We will use warm ups in this class to review algorithm(s) that should already be familiar to us. Depending on the day Warm ups can take anywhere from 5 to 30 minutes and may include one to many different algorithms to implement. Each day if anything important needs to be conveyed (specifically about the warm up) that information can be found in this file (README.md) and will likely be discussed in class as well.

Warm up's are closed notes, closed friend, and closed internet (unless a link is provided for you)

You may not use awesome packages (like Numpy or Scipy) in Warmups. (Use math: eg. "import math as m")

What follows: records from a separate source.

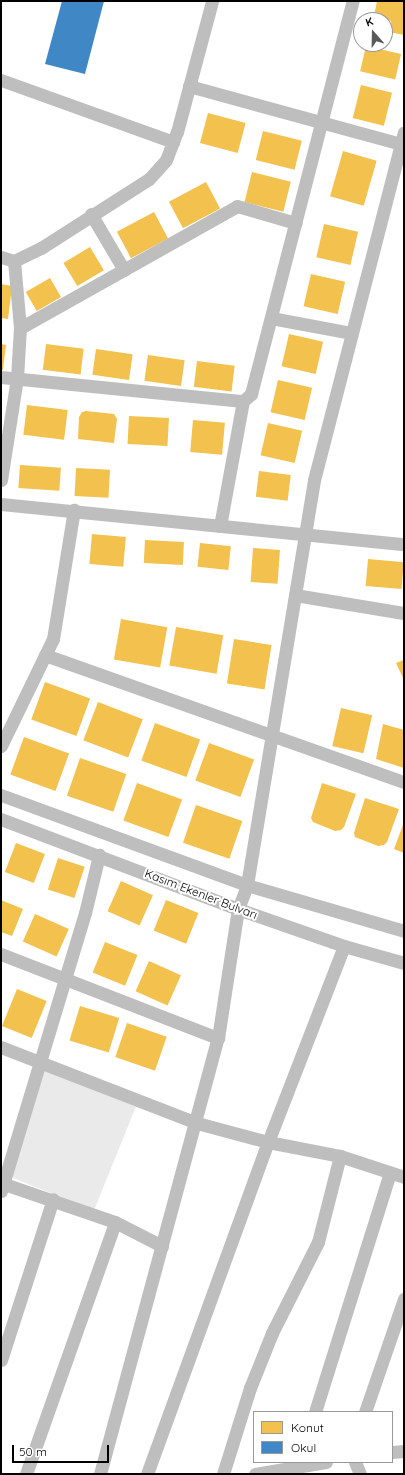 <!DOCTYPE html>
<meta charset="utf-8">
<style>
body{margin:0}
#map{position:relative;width:405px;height:1475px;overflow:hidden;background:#fff;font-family:Quicksand,sans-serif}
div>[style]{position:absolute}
.green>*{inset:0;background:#eaeaea;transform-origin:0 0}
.homes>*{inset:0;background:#f2c14e;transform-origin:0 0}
.schools>*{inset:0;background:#3f88c5}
.minor>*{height:13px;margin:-6.5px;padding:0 6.5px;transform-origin:6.5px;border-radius:6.5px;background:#bebebe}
span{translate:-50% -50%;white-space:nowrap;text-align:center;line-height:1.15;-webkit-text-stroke:4px #fff;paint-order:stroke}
.street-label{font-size:12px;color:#000}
.frame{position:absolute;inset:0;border:2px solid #000;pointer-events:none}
.legend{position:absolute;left:253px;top:1411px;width:140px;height:52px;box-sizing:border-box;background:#fff;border:1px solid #999;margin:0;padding:5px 7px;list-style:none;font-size:12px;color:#000}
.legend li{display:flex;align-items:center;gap:8px;height:20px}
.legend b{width:20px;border:1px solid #999}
.north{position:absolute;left:353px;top:12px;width:40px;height:40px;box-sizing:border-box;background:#fff;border:1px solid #999;border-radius:50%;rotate:340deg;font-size:11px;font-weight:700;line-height:16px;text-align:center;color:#000}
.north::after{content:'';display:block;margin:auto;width:14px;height:18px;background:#595959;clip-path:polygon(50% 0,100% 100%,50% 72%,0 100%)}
.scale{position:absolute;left:12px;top:1445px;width:97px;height:18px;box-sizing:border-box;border:2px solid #000;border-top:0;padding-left:5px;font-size:12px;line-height:14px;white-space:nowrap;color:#000;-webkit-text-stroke:3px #fff;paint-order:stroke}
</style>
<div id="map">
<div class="green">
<i style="left:45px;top:1070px;width:98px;height:112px;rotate:22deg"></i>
</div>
<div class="homes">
<i style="clip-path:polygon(377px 1px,404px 1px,404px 35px,389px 32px,391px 21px,374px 16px)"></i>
<i style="left:366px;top:46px;width:36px;height:26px;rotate:13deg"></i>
<i style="left:361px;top:85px;width:32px;height:34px;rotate:14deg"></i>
<i style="left:208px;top:113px;width:39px;height:31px;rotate:15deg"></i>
<i style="left:263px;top:131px;width:40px;height:30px;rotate:14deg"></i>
<i style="left:343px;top:151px;width:35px;height:47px;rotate:16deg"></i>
<i style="left:252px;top:172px;width:40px;height:31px;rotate:14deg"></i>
<i style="left:206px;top:182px;width:30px;height:42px;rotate:62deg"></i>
<i style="left:154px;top:212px;width:30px;height:42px;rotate:62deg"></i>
<i style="left:324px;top:224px;width:35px;height:34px;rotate:13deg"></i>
<i style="left:90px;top:247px;width:27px;height:31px;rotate:59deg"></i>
<i style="left:311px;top:274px;width:35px;height:33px;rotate:13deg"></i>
<i style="left:50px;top:278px;width:22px;height:28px;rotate:60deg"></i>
<i style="clip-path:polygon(1px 284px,12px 286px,8px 319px,1px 318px)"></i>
<i style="left:289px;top:334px;width:35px;height:33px;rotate:13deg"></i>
<i style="clip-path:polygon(1px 344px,6px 345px,3px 370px,1px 370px)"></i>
<i style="left:46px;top:344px;width:38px;height:26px;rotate:7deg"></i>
<i style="left:96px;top:349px;width:37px;height:26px;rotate:8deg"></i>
<i style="left:148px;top:355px;width:37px;height:26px;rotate:8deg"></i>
<i style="left:197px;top:361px;width:38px;height:26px;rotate:7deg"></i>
<i style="left:278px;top:380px;width:35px;height:33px;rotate:13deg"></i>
<i style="left:27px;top:405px;width:41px;height:30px;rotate:7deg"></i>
<i style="clip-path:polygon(86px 411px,114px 414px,117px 419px,114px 443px,78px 439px,79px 417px,82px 412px)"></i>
<i style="left:129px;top:416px;width:40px;height:28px;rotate:3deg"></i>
<i style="left:193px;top:420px;width:32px;height:32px;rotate:5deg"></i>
<i style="left:268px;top:423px;width:35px;height:33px;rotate:13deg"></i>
<i style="left:20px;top:465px;width:41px;height:23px;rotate:4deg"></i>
<i style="left:76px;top:468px;width:34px;height:28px;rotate:3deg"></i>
<i style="left:259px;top:471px;width:32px;height:26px;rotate:7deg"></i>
<i style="left:92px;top:534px;width:34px;height:30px;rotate:5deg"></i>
<i style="left:145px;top:540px;width:39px;height:23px;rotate:3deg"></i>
<i style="left:200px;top:543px;width:31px;height:24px;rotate:6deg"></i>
<i style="left:253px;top:548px;width:27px;height:34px;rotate:4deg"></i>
<i style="left:368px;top:559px;width:36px;height:27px;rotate:5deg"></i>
<i style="left:121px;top:619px;width:47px;height:41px;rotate:10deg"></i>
<i style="left:176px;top:627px;width:48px;height:39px;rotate:10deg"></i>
<i style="left:234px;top:639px;width:38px;height:45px;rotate:9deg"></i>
<i style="clip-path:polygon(404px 660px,404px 680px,396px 663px)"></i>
<i style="left:45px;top:682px;width:48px;height:40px;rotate:20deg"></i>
<i style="left:98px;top:702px;width:48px;height:41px;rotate:21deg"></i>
<i style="left:341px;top:708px;width:32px;height:39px;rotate:13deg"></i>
<i style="left:155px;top:723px;width:48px;height:40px;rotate:20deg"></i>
<i style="clip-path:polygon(383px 724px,404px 730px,404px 768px,376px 759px)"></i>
<i style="left:24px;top:737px;width:48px;height:40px;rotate:20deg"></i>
<i style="left:209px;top:743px;width:48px;height:40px;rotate:20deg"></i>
<i style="left:80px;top:758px;width:49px;height:40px;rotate:19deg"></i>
<i style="left:137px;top:783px;width:48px;height:40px;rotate:20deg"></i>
<i style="clip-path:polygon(322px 783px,356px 794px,344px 827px,341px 830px,335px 831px,313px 822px,311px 818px)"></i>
<i style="clip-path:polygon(365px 798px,399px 809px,387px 842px,384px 845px,378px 846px,355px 837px,354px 833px)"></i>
<i style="left:196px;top:805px;width:49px;height:40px;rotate:19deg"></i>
<i style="clip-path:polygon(404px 822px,404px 853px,394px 849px)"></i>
<i style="left:16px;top:843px;width:31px;height:31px;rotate:21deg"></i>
<i style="left:58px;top:858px;width:28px;height:33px;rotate:18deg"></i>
<i style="left:121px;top:881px;width:35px;height:33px;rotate:24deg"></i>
<i style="clip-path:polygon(1px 900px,23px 909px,12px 936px,1px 932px)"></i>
<i style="left:166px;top:900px;width:35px;height:33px;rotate:22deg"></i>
<i style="left:35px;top:914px;width:37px;height:30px;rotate:24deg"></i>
<i style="left:105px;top:942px;width:35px;height:33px;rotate:22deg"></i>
<i style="left:149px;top:961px;width:35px;height:33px;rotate:24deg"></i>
<i style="left:17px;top:989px;width:32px;height:40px;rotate:22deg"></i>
<i style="left:80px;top:1006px;width:41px;height:36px;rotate:17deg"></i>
<i style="left:127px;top:1023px;width:42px;height:36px;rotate:19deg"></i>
</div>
<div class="schools">
<i style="clip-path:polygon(62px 1px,104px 1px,85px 74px,45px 64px)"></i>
</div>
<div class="minor">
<i style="left:1px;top:80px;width:183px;rotate:19.8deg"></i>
<i style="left:189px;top:86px;width:223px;rotate:15.3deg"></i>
<i style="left:91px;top:214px;width:65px;rotate:59.5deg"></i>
<i style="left:1px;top:257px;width:14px;rotate:17deg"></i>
<i style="left:14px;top:261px;width:30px;rotate:-26deg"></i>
<i style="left:41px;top:248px;width:128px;rotate:-32.6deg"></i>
<i style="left:149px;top:179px;width:25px;rotate:-48deg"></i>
<i style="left:166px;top:160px;width:30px;rotate:-69deg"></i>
<i style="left:177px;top:132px;width:136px;rotate:-75deg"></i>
<i style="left:271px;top:318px;width:81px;rotate:10.6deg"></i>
<i style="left:20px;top:328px;width:249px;rotate:-29.3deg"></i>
<i style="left:237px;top:206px;width:61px;rotate:16.1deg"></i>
<i style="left:1px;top:377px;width:243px;rotate:5.7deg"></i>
<i style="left:243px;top:401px;width:11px;rotate:-41deg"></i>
<i style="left:251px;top:394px;width:406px;rotate:-75.5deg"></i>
<i style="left:1px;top:480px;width:103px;rotate:-81.1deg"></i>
<i style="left:17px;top:378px;width:50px;rotate:-86.6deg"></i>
<i style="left:20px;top:328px;width:67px;rotate:-95.1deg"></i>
<i style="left:1px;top:504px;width:405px;rotate:5.7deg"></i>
<i style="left:220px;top:526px;width:127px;rotate:-79.6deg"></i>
<i style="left:295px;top:595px;width:110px;rotate:9.4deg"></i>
<i style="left:45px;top:655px;width:381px;rotate:19.5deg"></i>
<i style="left:1px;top:746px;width:119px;rotate:-64.1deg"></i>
<i style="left:53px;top:639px;width:131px;rotate:-80.8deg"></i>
<i style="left:1px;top:795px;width:262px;rotate:20.1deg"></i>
<i style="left:247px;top:885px;width:164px;rotate:16.3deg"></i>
<i style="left:1px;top:819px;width:254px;rotate:20.8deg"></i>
<i style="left:238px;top:909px;width:112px;rotate:19.2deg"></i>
<i style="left:344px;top:946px;width:62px;rotate:15.8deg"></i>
<i style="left:1px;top:954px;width:233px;rotate:21.2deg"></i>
<i style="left:1px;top:1047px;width:210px;rotate:21.2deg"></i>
<i style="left:197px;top:1123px;width:73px;rotate:15deg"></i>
<i style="left:268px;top:1142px;width:73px;rotate:11deg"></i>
<i style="left:340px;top:1156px;width:67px;rotate:18.2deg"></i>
<i style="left:1px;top:1183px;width:120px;rotate:18.9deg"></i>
<i style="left:115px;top:1222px;width:53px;rotate:27.1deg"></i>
<i style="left:1px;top:1191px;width:290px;rotate:-73.2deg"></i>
<i style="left:85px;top:913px;width:60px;rotate:-76.4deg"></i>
<i style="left:1px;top:1360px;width:169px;rotate:-72.1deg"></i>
<i style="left:315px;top:1412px;width:251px;rotate:-72.6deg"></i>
<i style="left:365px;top:1412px;width:120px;rotate:-71deg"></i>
<i style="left:392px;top:1452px;width:12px;rotate:-5deg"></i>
<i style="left:355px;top:1462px;width:13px;rotate:67deg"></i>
<i style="left:26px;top:1474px;width:267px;rotate:-70.5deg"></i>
<i style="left:100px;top:1474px;width:452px;rotate:-74.9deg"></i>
<i style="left:218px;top:1038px;width:131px;rotate:-81.2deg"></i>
<i style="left:238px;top:909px;width:26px;rotate:-69deg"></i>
<i style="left:247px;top:885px;width:411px;rotate:-80.6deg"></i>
<i style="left:314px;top:480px;width:359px;rotate:-75.5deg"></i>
<i style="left:147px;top:1474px;width:353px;rotate:-70deg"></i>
<i style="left:268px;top:1142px;width:210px;rotate:-68.8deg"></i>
<i style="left:223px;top:1474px;width:90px;rotate:-72.6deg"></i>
<i style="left:250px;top:1388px;width:59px;rotate:-68.2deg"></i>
<i style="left:272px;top:1333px;width:102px;rotate:-63.2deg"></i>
<i style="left:318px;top:1242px;width:89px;rotate:-75.7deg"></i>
<i style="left:255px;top:1474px;width:72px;rotate:-9.6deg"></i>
</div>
<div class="street-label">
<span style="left:201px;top:894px;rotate:21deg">Kasım Ekenler Bulvarı</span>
</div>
<div class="frame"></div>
<ul class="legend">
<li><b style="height:11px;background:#f2c14e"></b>Konut</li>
<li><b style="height:11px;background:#3f88c5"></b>Okul</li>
</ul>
<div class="north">K</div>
<div class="scale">50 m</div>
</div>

Please at very least attempt the warm-ups. They will be the medium for feedback in this Class

#Newton's Method If you aren't already familiar with newtons method you can find an overview of the algorithm here: https://en.wikipedia.org/wiki/Newton's\_method

In the file: "sol.py" You will find the following function:

def Newtons_Method(func, func_prime, x_0, iters=100):
  """A direct implementation of Newton's Method
     (For sanity assume that func and func_prime define there own division correctly,
     that is, don't cast anything to a float)
     params: a function, its derivative and an initial guess (required)
             number of iterations to cap too (optional, default 100)
     returns: a root(int) if found
              None(none-type) else
  """
  pass

Your job is to simply fill in "pass" with the appropriate iterative solution (which stops after 100 iterations and returns None is the solution is not found).